START Exercise data
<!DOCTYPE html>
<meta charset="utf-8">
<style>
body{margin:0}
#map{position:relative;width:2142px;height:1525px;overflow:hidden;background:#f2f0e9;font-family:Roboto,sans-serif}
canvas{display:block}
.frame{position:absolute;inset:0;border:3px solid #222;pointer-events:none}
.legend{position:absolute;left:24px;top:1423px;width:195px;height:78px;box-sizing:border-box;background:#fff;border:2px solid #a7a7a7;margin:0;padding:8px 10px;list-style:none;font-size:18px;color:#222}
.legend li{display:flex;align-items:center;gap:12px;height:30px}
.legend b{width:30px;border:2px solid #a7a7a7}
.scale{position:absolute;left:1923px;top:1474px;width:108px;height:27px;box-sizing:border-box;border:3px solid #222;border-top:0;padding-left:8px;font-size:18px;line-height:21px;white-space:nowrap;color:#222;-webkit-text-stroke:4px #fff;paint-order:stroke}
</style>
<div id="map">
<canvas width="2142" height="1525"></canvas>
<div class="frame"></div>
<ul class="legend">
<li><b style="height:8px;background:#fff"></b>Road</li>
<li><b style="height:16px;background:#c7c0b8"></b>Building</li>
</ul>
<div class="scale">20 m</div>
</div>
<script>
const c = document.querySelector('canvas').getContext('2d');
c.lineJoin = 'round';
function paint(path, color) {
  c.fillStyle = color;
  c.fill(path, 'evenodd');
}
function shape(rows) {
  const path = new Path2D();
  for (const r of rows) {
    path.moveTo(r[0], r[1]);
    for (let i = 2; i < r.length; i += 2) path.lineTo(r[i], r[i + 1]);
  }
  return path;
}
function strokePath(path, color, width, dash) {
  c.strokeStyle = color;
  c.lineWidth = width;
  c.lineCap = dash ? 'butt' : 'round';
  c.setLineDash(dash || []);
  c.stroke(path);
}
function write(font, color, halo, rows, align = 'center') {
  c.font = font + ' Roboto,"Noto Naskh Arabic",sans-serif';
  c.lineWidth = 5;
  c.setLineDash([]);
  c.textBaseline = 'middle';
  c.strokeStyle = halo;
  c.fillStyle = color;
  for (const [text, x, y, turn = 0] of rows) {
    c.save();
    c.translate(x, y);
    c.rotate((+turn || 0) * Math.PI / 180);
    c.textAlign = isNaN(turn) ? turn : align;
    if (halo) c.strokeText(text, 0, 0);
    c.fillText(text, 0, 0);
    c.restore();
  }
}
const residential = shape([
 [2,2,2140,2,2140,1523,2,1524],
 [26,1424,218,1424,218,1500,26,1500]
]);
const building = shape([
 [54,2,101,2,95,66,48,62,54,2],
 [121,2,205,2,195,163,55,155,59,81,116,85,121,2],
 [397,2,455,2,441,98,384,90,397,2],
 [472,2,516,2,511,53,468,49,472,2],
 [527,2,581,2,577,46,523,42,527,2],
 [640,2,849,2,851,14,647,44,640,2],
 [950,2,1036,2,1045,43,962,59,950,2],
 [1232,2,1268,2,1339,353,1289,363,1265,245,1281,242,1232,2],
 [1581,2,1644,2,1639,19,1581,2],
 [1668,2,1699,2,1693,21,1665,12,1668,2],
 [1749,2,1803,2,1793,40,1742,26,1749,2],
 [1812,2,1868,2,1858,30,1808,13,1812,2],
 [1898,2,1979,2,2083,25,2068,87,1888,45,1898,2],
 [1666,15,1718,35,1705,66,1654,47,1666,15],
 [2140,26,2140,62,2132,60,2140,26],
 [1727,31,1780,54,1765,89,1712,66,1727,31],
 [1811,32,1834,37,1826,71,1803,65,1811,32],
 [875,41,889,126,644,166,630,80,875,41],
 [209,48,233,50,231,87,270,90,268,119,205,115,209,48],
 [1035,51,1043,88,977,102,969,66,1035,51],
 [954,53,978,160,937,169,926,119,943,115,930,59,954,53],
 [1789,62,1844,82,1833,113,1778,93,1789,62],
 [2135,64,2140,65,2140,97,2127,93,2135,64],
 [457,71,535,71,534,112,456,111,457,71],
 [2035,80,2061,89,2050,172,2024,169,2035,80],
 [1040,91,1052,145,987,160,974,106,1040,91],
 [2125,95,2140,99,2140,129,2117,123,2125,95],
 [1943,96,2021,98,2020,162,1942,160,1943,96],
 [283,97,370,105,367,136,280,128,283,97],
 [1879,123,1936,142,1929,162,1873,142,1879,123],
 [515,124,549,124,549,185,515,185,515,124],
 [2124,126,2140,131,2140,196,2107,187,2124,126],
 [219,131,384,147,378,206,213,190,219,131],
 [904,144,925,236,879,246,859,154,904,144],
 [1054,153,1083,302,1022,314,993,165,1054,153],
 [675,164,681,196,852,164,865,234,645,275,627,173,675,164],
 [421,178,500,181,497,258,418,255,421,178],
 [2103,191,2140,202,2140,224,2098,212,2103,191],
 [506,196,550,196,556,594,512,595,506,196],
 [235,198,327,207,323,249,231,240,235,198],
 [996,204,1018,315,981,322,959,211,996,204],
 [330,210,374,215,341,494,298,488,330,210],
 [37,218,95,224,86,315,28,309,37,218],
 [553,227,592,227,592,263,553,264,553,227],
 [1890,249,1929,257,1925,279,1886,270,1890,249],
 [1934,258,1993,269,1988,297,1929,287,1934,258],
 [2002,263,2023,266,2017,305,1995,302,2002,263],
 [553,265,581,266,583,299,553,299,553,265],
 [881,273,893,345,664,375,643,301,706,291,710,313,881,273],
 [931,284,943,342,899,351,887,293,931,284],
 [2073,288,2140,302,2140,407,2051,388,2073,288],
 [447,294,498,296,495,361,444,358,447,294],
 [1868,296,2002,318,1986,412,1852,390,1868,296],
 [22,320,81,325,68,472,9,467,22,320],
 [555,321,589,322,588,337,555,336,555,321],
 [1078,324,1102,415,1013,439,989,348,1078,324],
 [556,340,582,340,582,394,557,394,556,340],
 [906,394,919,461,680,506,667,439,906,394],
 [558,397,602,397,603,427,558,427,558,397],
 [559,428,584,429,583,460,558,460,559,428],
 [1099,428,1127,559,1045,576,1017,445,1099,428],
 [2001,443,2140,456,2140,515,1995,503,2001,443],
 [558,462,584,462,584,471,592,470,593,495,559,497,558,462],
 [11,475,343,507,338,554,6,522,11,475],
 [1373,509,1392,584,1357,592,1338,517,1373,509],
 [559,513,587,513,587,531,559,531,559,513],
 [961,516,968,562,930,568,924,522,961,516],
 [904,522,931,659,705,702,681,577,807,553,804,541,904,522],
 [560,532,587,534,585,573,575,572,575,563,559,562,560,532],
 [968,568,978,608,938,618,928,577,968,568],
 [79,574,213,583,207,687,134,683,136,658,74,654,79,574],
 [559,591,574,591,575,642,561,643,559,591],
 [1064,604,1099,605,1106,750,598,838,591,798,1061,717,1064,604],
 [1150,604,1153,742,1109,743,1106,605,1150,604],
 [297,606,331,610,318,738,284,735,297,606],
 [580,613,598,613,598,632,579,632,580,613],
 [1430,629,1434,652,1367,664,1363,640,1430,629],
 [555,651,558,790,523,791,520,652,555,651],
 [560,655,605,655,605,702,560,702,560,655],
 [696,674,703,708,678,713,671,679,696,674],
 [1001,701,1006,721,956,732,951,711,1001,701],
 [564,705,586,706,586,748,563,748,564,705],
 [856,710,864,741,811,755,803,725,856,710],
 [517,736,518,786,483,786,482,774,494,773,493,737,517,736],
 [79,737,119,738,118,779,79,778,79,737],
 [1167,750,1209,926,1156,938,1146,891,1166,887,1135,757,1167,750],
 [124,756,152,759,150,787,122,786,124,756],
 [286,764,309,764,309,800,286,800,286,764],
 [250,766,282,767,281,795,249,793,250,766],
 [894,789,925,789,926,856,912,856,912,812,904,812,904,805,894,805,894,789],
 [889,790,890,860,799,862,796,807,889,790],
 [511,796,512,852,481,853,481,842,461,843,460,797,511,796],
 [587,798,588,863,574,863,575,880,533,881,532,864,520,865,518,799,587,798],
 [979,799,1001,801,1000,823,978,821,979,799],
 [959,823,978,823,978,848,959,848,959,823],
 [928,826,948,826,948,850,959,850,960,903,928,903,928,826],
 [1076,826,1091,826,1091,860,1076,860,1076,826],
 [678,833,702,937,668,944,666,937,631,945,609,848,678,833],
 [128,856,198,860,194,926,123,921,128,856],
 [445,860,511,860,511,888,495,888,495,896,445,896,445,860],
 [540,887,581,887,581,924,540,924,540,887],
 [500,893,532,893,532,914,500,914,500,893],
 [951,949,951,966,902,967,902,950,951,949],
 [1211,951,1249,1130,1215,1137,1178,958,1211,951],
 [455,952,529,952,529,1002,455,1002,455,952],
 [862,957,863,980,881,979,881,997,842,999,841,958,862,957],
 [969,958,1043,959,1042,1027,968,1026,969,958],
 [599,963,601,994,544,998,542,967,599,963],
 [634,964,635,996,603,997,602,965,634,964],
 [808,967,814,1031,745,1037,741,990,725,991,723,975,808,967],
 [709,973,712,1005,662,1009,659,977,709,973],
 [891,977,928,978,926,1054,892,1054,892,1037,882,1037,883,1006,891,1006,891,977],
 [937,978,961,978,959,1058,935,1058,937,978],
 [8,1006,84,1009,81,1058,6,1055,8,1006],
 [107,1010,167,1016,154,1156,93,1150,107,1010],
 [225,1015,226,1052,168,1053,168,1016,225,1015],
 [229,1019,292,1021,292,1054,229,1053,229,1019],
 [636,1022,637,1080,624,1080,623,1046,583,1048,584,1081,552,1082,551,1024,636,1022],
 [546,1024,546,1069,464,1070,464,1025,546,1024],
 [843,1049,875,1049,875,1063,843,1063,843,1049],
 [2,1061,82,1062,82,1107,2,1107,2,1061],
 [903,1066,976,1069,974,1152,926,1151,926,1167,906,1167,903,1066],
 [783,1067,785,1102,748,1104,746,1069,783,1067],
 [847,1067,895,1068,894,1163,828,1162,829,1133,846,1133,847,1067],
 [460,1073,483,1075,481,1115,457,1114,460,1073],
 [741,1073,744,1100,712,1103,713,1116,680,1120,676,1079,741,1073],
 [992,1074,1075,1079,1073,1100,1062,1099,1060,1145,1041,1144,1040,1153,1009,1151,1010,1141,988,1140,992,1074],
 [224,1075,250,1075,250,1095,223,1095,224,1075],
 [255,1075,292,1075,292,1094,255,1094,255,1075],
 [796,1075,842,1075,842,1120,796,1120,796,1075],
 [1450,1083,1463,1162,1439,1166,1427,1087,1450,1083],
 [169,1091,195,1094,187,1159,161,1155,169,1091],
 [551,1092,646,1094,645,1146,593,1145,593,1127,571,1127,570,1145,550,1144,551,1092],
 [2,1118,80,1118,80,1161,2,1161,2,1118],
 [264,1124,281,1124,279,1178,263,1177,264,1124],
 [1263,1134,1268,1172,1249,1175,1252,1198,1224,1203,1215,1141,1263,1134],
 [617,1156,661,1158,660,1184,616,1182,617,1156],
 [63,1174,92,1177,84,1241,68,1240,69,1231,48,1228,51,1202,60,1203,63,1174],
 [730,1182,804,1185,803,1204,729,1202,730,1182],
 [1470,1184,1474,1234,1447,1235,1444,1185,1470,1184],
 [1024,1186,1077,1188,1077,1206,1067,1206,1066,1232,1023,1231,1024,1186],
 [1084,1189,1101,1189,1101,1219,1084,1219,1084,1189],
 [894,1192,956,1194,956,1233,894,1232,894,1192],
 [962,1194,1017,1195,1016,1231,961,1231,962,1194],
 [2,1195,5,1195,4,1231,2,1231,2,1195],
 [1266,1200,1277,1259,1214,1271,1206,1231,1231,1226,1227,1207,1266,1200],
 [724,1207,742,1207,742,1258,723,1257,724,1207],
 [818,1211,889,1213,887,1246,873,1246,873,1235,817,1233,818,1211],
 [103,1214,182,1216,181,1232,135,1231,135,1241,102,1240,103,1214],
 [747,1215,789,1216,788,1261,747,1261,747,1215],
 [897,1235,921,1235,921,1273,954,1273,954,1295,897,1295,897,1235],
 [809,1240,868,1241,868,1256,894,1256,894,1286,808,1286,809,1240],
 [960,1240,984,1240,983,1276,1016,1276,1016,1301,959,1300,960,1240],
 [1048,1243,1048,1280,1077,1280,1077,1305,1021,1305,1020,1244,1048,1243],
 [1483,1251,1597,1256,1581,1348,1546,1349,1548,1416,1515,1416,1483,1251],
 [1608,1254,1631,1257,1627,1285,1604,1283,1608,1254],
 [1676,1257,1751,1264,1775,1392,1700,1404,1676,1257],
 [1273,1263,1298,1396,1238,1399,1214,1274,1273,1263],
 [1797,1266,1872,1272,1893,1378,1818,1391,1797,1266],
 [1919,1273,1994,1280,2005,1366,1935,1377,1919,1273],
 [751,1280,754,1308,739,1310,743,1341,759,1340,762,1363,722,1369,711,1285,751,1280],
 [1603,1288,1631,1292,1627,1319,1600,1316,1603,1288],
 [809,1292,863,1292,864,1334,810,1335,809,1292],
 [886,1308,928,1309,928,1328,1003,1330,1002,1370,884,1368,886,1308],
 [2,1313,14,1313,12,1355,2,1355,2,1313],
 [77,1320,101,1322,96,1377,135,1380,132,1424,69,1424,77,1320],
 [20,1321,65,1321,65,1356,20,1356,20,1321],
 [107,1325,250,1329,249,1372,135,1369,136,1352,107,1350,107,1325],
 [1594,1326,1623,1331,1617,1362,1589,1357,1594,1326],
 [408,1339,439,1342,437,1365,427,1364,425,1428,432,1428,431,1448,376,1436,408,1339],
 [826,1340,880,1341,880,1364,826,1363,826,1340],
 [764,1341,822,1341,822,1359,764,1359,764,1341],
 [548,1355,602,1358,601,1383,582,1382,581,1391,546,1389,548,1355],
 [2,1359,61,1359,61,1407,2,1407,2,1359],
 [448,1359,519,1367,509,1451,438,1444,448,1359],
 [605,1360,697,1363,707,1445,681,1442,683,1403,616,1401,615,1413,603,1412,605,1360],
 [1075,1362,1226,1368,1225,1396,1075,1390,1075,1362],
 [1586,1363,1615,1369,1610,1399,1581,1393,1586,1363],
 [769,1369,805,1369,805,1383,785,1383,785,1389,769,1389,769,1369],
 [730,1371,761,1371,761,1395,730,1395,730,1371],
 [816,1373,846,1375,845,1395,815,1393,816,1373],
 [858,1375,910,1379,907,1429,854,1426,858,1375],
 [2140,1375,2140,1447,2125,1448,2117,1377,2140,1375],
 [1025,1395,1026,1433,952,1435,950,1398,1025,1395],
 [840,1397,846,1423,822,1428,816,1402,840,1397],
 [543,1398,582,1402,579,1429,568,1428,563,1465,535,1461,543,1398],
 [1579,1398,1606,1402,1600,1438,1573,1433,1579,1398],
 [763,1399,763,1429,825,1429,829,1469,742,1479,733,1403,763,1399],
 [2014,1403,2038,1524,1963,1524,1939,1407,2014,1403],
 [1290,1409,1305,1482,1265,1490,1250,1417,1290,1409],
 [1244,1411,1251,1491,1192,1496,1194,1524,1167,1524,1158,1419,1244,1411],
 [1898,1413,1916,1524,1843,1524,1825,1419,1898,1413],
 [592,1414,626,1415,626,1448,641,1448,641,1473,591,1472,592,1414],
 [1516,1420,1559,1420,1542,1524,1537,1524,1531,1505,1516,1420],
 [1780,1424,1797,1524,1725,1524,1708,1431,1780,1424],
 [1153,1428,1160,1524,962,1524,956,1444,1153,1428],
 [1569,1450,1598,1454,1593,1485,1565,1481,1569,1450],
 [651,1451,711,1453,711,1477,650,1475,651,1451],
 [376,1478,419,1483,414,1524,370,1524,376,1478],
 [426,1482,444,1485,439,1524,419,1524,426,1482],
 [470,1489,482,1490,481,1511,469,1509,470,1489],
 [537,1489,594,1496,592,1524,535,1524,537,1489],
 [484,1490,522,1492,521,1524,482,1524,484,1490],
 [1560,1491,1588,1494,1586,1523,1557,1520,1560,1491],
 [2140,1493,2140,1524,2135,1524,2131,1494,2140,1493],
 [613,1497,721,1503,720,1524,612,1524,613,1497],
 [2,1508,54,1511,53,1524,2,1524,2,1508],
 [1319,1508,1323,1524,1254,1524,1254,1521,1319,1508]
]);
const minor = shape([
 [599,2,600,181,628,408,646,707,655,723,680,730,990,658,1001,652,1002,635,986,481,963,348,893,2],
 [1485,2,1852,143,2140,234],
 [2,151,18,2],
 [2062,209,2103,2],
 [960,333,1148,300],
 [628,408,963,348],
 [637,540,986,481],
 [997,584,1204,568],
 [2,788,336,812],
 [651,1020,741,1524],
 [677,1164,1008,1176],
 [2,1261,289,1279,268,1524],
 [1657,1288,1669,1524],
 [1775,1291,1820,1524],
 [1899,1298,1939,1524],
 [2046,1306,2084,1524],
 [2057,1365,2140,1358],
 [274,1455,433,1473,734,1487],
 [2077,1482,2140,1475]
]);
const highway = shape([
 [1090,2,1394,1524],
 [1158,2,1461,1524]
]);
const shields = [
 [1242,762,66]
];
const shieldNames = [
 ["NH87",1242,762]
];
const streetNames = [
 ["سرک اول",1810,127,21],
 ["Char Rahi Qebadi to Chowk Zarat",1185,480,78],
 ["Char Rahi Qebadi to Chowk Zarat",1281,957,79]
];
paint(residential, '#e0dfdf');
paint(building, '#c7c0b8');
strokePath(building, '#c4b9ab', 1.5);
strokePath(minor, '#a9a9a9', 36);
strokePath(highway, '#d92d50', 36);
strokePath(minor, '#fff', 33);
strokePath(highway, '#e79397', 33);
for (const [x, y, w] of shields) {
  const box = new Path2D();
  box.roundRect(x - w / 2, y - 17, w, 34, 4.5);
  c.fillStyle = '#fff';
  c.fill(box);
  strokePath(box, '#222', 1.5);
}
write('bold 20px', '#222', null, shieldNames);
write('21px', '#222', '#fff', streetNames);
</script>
END Exercise data
**Exercise goal:** Which of the lines above carry the string "align"? Copy every one.

**Answer to the exercise:**
.legend li{display:flex;align-items:center;gap:12px;height:30px}
function write(font, color, halo, rows, align = 'center') {
    c.textAlign = isNaN(turn) ? turn : align;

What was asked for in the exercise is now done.